● **MATERIAL TO PROCESS**
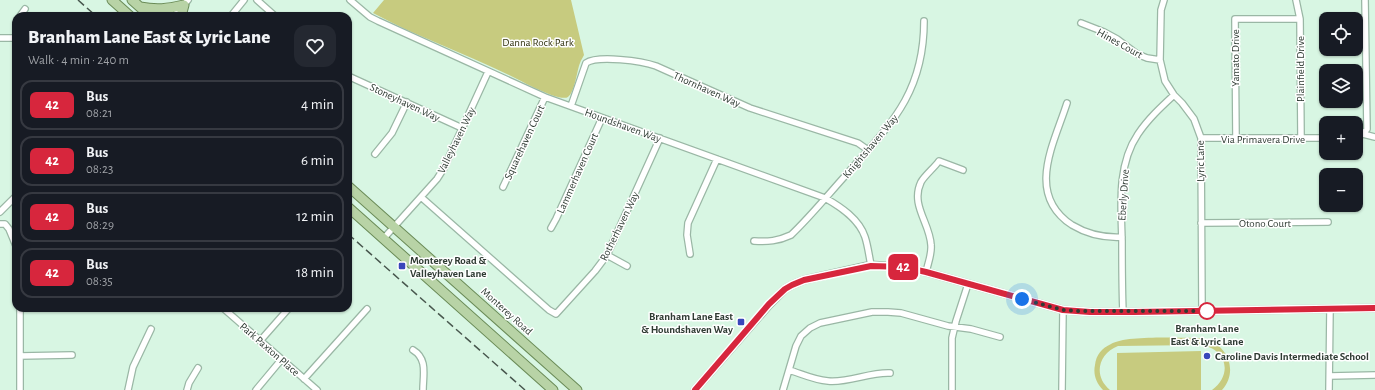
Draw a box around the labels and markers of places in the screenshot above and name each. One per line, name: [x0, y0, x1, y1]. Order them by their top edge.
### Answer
place label: Monterey Road & Valleyhaven Lane: [410, 255, 487, 279]
marker: Monterey Road & Valleyhaven Lane: [397, 261, 407, 271]
marker: Branham Lane East & Lyric Lane: [1198, 302, 1216, 320]
place label: Branham Lane East & Houndshaven Way: [641, 311, 733, 335]
marker: Branham Lane East & Houndshaven Way: [736, 317, 746, 327]
place label: Branham Lane East & Lyric Lane: [1171, 323, 1243, 347]
marker: Caroline Davis Intermediate School: [1202, 351, 1212, 361]
place label: Caroline Davis Intermediate School: [1215, 351, 1369, 362]

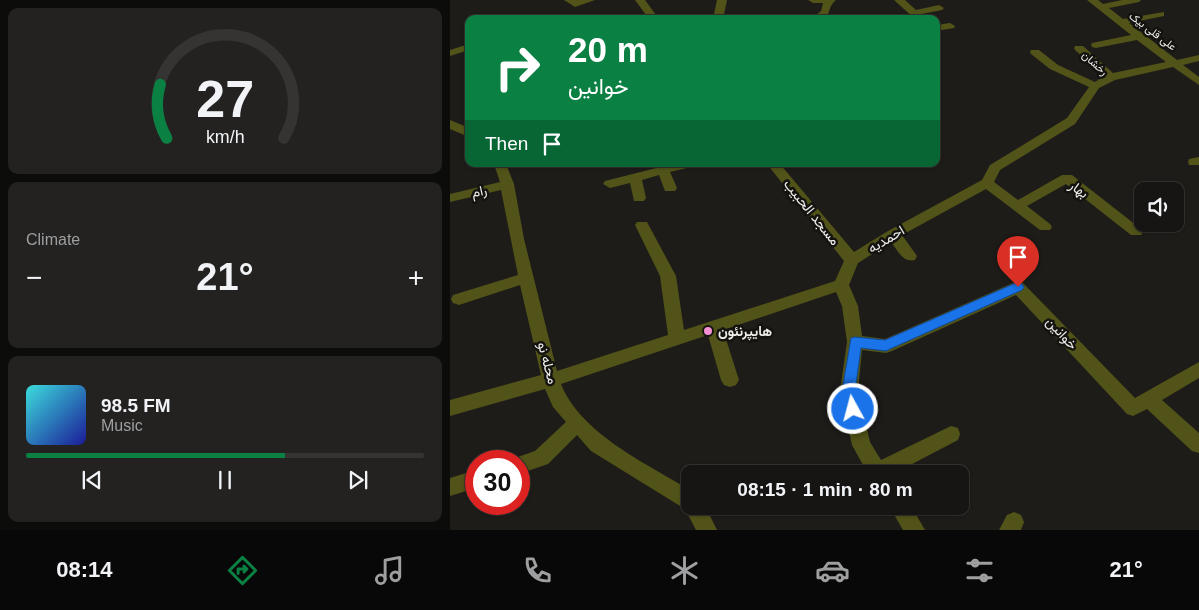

● **AIM OF THE EXERCISE**
Apart from the pictures, every line of the material above is to be returned word for word.

● **EXPECTED ANSWER**
Draw a box around the labels and markers of places in the screenshot above and name each. One per line, name: [x0, y0, x1, y1]. Order them by their top edge.
### Answer
place label: Monterey Road & Valleyhaven Lane: [410, 255, 487, 279]
marker: Monterey Road & Valleyhaven Lane: [397, 261, 407, 271]
marker: Branham Lane East & Lyric Lane: [1198, 302, 1216, 320]
place label: Branham Lane East & Houndshaven Way: [641, 311, 733, 335]
marker: Branham Lane East & Houndshaven Way: [736, 317, 746, 327]
place label: Branham Lane East & Lyric Lane: [1171, 323, 1243, 347]
marker: Caroline Davis Intermediate School: [1202, 351, 1212, 361]
place label: Caroline Davis Intermediate School: [1215, 351, 1369, 362]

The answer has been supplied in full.